The look but not leer, good policy. It's always good to see anyone who has made the effort in the bathroom to present themselves to the world, scrubbed up. As for the ladies not looking at me, who cares? There's a beauty waiting for me with a lingering kiss every evening that I get home. And, for what it's worth, the compliments that I get about my mode of dress are down to that same beauty who has spent hours making most of what's in my wardrobe.


----------



## Raddragn (Sep 24, 2022)

The whole face - the eyes, expression. the over all impression of the face. I don't date anymore either and have no desire to - but still like to look


----------



## horseless carriage (Sep 24, 2022)

timoc said:


> Some of you are aware that this old fella has a problem controlling the _'passing of wind'.
> Y_esterday afternoon, I stepped into a lift at my solicitors building, there was just one person in it, a lady.
> I hold my hands up and admit that I have been known to let go inside lifts, but on this occasion I was behaving, however, the lady clearly had had a _'mishap'_, and it stunk to high heaven.
> She gave me a quick look from the corner of her eyes to see if my nose was working, then the lift stopped at at a floor and she stepped out, with a mischievous little smile on her face.
> ...


 A young lady walks into the lift at Harrods, trailing a cloud of expensive perfume. She brags to the elderly woman who was inside, Coco Chanel £500, per ounce. The lift reaches the second floor where the old lady is about to get off. As she steps out of the elevator, she lets go a rip snorter of a fart. Trailing a heavy cloud, she smiles sweetly and announces: Broccoli, 49 pence a pound.


----------



## Lawrence00 (Sep 24, 2022)

Her Jeep


----------



## IrisSenior (Sep 24, 2022)

I have always liked the eyes first in a man. Unfortunately they don't make up the whole person. The eyes on my 4th (and last husband) was what grabbed me first. A kind and considerate person he is and why I stayed married to him the longest - 28 years. Of course, I like the eyes on many a person and nice rounded butts help too!


----------



## Jules (Sep 24, 2022)

When I was single the fellow wearing great fitting jeans and usually a pair of cowboy boots always caught my eye.  If he had a great smile, I was really interested.


----------



## funsearcher! (Sep 24, 2022)

Smile and smiling eyes


----------



## HoneyNut (Sep 24, 2022)

I haven't analyzed it but it partly depends on the context of the meeting, if a guy is behind a counter I pretty much only notice the face, but if it is a whole-body-visible social situation, the shoulders and chest get my first glance, followed by the face.


----------



## Mike (Sep 24, 2022)

Smile and then intelligence.

Mike


----------



## Patek24 (Sep 24, 2022)

Need I say more?


----------



## wcwbf (Sep 24, 2022)

SeniorBen said:


> Legs. I've always been a leg man.


i'm a leg lady... nothing beats a great pair of legs!

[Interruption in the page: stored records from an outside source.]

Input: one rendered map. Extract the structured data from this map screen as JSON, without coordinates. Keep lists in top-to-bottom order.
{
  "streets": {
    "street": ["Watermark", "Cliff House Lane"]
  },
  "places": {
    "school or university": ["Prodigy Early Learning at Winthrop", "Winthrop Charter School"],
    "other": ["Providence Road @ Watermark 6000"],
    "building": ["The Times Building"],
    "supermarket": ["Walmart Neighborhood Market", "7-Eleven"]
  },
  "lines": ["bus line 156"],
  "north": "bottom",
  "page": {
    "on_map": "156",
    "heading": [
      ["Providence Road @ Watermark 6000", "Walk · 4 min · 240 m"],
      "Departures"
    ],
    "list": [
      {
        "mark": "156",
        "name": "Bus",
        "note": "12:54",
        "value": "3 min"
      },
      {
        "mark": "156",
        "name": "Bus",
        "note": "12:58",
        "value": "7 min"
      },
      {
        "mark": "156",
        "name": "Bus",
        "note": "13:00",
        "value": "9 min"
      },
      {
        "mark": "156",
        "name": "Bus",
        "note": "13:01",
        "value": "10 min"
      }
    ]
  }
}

https://i.pinimg.com/236x/2f/7b/fa/2f7bfa42348a5d742f1b17f4c01f43d5--muscular-legs-perfect-legs.jpg


----------



## win231 (Sep 24, 2022)

These days, the first thing I do is verify that they are really the opposite sex.


----------



## Pinky (Sep 24, 2022)

Allover appearance, and how he treats people is very important to me (restaurant staff, etc).


----------



## JaniceM (Sep 24, 2022)

win231 said:


> These days, the first thing I do is verify that they are really the opposite sex.


These days, how do you do that with any certainty?


----------



## win231 (Sep 24, 2022)

JaniceM said:


> These days, how do you do that with any certainty?

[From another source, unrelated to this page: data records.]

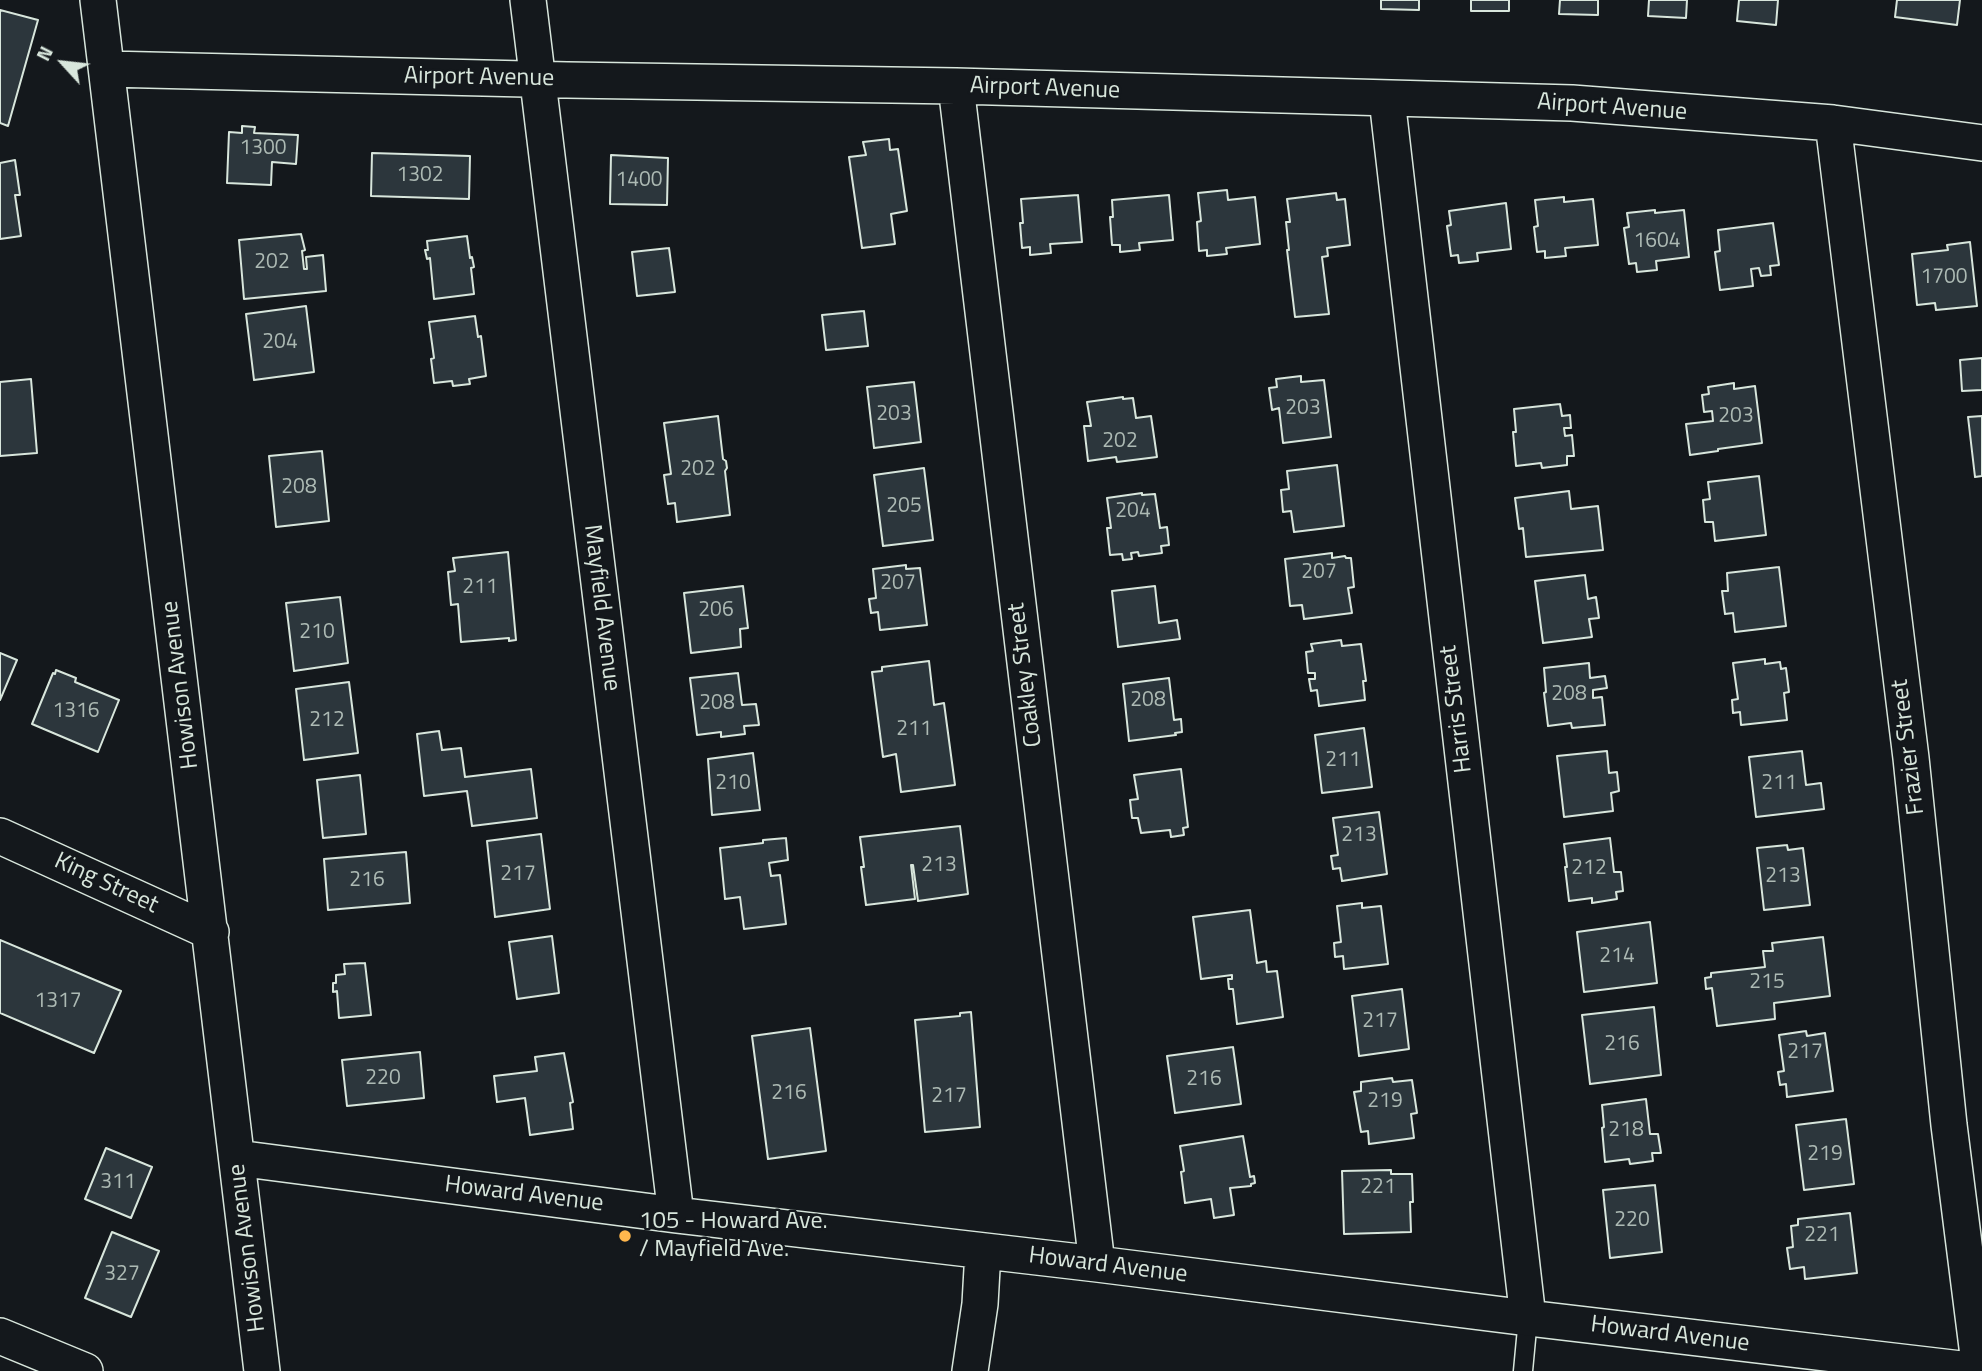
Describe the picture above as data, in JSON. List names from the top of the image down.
{
  "streets": {
    "street": [
      "Airport Avenue",
      "Mayfield Avenue",
      "Coakley Street",
      "Howison Avenue",
      "Harris Street",
      "Frazier Street",
      "King Street",
      "Howard Avenue"
    ]
  },
  "crossings": [
    ["Airport Avenue", "Mayfield Avenue"],
    ["Airport Avenue", "Coakley Street"],
    ["Airport Avenue", "Howison Avenue"],
    ["Airport Avenue", "Harris Street"],
    ["Airport Avenue", "Frazier Street"],
    ["Mayfield Avenue", "Howard Avenue"],
    ["Coakley Street", "Howard Avenue"],
    ["Howison Avenue", "King Street"],
    ["Howison Avenue", "Howard Avenue"],
    ["Harris Street", "Howard Avenue"],
    ["Frazier Street", "Howard Avenue"]
  ],
  "places": ["105 - Howard Ave. / Mayfield Ave."],
  "house_numbers": [
    "1300",
    "1302",
    "1400",
    "1604",
    "202",
    "1700",
    "204",
    "203",
    "203",
    "203",
    "202",
    "202",
    "208",
    "205",
    "204",
    "207",
    "207",
    "211",
    "206",
    "210",
    "208",
    "208",
    "208",
    "1316",
    "212",
    "211",
    "211",
    "210",
    "211",
    "213",
    "213",
    "212",
    "217",
    "213",
    "216",
    "214",
    "215",
    "1317",
    "217",
    "216",
    "217",
    "220",
    "216",
    "216",
    "217",
    "219",
    "218",
    "219",
    "311",
    "221",
    "220",
    "221",
    "327"
  ],
  "north": "top left"
}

I dunno.  Maybe take a closer look?


----------



## JaniceM (Sep 24, 2022)

win231 said:


> I dunno.  Maybe take a closer look?


My father was never one to make crude or vulgar remarks, but when long hair become popular for young adults he said the only way to tell the boys from the girls was to 'look at their front.'  Even that wouldn't work these days!!


----------



## win231 (Sep 24, 2022)

JaniceM said:


> My father was never one to make crude or vulgar remarks, but when long hair become popular for young adults he said the only way to tell the boys from the girls was to 'look at their front.'  Even that wouldn't work these days!!


HAHA.  He _*was*_ being vulgar; he just found a way to sorta hide it.  I think that's what's called "A veiled insult."   My mom did the same thing.


----------



## Nosy Bee-54 (Sep 24, 2022)

Gardenlover said:


> Her chest, to make sure she's breathing, of course.

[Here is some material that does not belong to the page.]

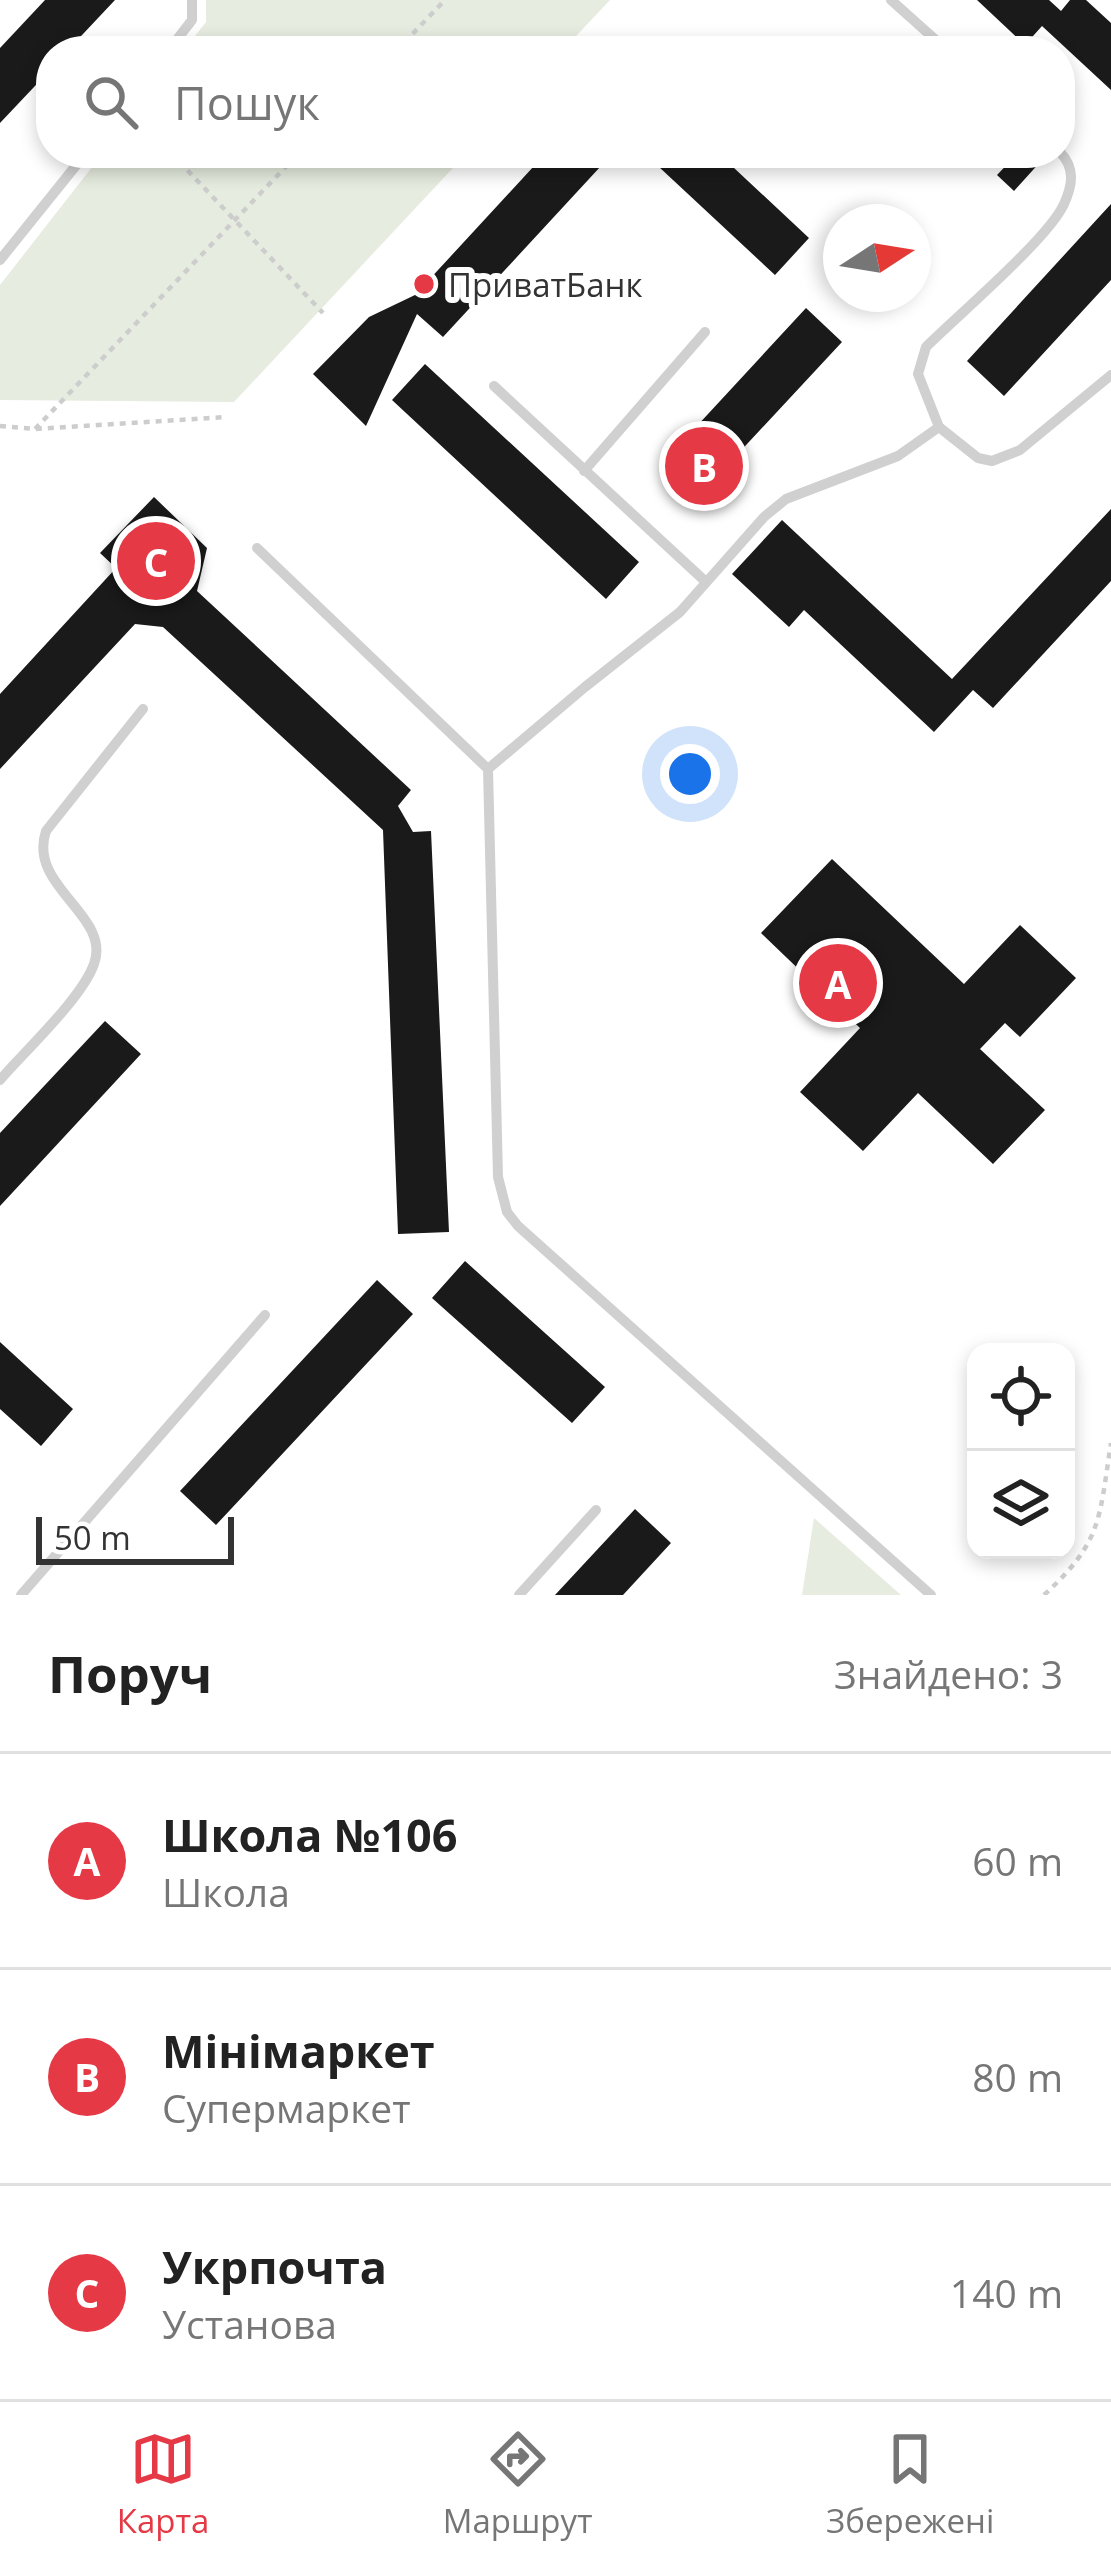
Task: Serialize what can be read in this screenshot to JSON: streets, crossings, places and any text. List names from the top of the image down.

You could have fooled me! I thought it was because a man never outgrows the need for milk.


----------



## horseless carriage (Sep 24, 2022)

Lawrence00 said:


> Her Jeep


Do you know? A lady once said to me...............................

"Excuse me, but I do love the colours of your MG. She laughed when I said thank you, but MG really isn't an acronym for: My Girlfriend.


----------



## Warrigal (Sep 24, 2022)

I'm married. I don't gaze at men that I meet in the flesh, but in the movies I like a fresh face, curly hair and a strong back and chest. 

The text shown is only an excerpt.